2.1 Neural Networks in NLP

With the development of deep neural networks, the data sparsity problem has been well solved. Many neural models have been proposed for word embedding and classification. Recursive Neural network (RecursiveNN) (Socher, Huang et al., 2011; Socher, Pennington et al., 2011; Socher et al., 2013)^[15,16,17] captures the semantics of a sentence via a tree structure. However, the time complexity of constructing a textual tree is at least O(n²), which is time-consuming for long documents. The Recurrent Neural Network (RNN) (Elman, 1990)^[18] is a model, which analyzes the semantics of the text in fixed-sized hidden layers, with a time complexity O(n). However, it is a biased model where later contents are more dominant than earlier contents. To tackle the bias, the Long Short-Term Memory (LSTM) (Liu et al., 2016)^[19] model is proposed, which gives a better performance for long documents. The Convolutional Neural Network (CNN) (Kalchbrenner et al., 2014)^[10] is another unbiased model introduced to NLP tasks. Although the time complexity of CNN is O(n) too, we found that empirically it outperforms LSTM in both training time and accuracy. Advanced models include Attention Networks (Abreu et al., 2019)^[1], Contextual LSTM (C-LSTM) (Ghosh et al., 2016)^[20] and Recurrent CNN (RCNN) (Lai et al., 2015)^[21]. We will not discuss them since they are too sophisticated and do not contribute noteworthy improvement in accuracy.

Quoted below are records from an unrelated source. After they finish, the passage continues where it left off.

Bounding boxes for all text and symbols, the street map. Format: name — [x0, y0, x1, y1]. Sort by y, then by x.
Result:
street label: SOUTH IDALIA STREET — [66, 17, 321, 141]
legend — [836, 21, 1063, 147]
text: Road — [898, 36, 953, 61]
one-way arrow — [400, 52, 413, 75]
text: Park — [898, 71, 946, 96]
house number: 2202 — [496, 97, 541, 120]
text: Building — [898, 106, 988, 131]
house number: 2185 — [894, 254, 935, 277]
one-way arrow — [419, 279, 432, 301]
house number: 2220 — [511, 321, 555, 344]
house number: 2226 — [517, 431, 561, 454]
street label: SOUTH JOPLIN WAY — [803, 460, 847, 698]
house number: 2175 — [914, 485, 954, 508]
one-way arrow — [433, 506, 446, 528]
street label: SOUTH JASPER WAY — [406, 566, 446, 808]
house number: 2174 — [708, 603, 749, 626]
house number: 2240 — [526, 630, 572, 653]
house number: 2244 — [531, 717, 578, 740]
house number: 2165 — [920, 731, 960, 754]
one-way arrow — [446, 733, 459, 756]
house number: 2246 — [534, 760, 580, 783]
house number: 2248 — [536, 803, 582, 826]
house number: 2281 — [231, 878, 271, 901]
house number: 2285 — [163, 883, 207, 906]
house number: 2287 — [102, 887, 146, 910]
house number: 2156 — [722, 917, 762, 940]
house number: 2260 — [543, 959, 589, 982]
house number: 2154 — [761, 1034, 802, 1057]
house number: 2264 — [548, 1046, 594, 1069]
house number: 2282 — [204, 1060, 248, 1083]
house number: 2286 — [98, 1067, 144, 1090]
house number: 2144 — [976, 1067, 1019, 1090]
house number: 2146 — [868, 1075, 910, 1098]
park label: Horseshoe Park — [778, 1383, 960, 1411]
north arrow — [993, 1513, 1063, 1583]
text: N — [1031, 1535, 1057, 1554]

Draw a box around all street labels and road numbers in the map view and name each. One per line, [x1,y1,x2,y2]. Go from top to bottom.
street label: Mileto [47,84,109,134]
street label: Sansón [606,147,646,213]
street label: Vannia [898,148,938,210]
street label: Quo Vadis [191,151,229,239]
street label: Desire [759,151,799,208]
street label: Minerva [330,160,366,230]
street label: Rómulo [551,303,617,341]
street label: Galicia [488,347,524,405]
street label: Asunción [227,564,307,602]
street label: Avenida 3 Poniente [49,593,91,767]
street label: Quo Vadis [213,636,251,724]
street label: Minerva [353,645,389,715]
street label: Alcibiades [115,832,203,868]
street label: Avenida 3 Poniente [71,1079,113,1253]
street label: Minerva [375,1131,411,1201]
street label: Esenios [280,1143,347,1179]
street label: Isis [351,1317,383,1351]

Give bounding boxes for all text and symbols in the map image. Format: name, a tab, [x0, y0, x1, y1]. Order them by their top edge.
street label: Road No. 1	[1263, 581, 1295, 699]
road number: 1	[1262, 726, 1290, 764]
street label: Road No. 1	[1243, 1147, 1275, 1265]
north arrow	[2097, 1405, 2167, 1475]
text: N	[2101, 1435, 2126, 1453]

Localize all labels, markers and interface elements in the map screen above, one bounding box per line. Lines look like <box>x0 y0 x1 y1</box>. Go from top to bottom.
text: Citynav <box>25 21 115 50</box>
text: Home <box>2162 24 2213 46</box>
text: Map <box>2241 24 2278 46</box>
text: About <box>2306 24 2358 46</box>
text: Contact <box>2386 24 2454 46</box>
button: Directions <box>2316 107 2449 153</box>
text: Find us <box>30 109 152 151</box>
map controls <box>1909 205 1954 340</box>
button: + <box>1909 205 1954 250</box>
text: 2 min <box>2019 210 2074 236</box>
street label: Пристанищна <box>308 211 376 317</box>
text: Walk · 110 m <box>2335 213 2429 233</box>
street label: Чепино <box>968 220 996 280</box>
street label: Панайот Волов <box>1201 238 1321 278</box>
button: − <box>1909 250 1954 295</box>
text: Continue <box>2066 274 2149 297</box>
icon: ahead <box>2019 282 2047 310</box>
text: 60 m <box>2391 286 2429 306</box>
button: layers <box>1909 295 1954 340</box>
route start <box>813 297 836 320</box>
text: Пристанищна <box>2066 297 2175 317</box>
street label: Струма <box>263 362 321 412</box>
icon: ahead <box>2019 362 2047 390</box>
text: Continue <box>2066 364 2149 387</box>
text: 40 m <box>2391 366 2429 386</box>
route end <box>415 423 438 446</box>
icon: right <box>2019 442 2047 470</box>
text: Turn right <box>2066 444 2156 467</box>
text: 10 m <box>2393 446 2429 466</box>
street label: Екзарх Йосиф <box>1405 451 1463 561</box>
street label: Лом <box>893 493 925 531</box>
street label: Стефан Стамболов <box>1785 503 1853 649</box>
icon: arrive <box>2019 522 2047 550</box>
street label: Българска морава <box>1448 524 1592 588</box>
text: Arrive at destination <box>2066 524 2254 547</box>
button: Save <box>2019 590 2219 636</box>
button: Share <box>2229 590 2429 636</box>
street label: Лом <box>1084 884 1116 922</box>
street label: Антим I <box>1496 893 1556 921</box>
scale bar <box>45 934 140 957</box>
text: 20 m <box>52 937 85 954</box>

The performance of the model also depends on the choice of optimizer and the hyper-parameters. There are many classic optimizers, such as Batch Gradient Descent (BGD), Stochastic Gradient Descent (SGD), Momentum, Adadelta, Adam. We apply the SGD method in our experiments due to its sensitivity to hyper-parameters and model performance. Zhang and Wallace (2015)^[22] researches deeply in the sensitivity analysis and gives some practical advises in the selection of hyper-parameters. However, it requires rich experience in NLP engineering, and consumes massive energy and time. Instead of manual selection, we apply auto-optimization algorithms in our research, which offers a modest performance with time and energy saving. The most direct algorithm is Grid Search. However, it costs too much computing resources. Bergstra and Bengio (2012)^[6] proposes Random Search which improves the performance of optimization. Bayesian algorithm (Snoek et al., 2012)^[23] is more efficient than Random Search, but it cannot deal with continuous variables. To tackle this problem, we apply Tree-structured Parzen Estimator (Bergstra et al., 2011; Bergstra et al., 2013)^[24-25]for optimizing the hyper-parameters. To exploit the parallelism of the operations, the network is trained on GPUs using Pytorch.

3 Methods

3.1 Classifier

For training sample sets {s₁, s₂, s₃, s₄}, where S_n, n=1,2,3,4 is the sample set with the category c_n, we define the classifier as an one-versus-rest model in our task.

Training Samples

$\left. \begin{array}{ll} +\qquad - \qquad Classifier\ \ prediction\\ {[S_{1}], [S_{2},S_{3}S_{4}]}\ \ \Longrightarrow\ f_{1}\ \ \qquad - \\ {[S_{2}], [S_{1},S_{3}S_{4}]}\ \ \Longrightarrow\ f_{2}\ \ \qquad - \\ {[S_{3}], [S_{1},S_{2}S_{4}]}\ \ \Longrightarrow\ f_{3}\ \ \qquad + \\ {[S_{4}], [S_{1},S_{2}S_{3}]}\ \ \Longrightarrow\ f_{4}\ \ \qquad - \\ \end{array} \right\}Final\ Result\ C_{3}$

In our research, we train separate classifiers for different subjects and label each paper with these classifiers according to the above model. If there is more than one positive prediction for the paper, we believe cross-discipline happens between the labelled subjects.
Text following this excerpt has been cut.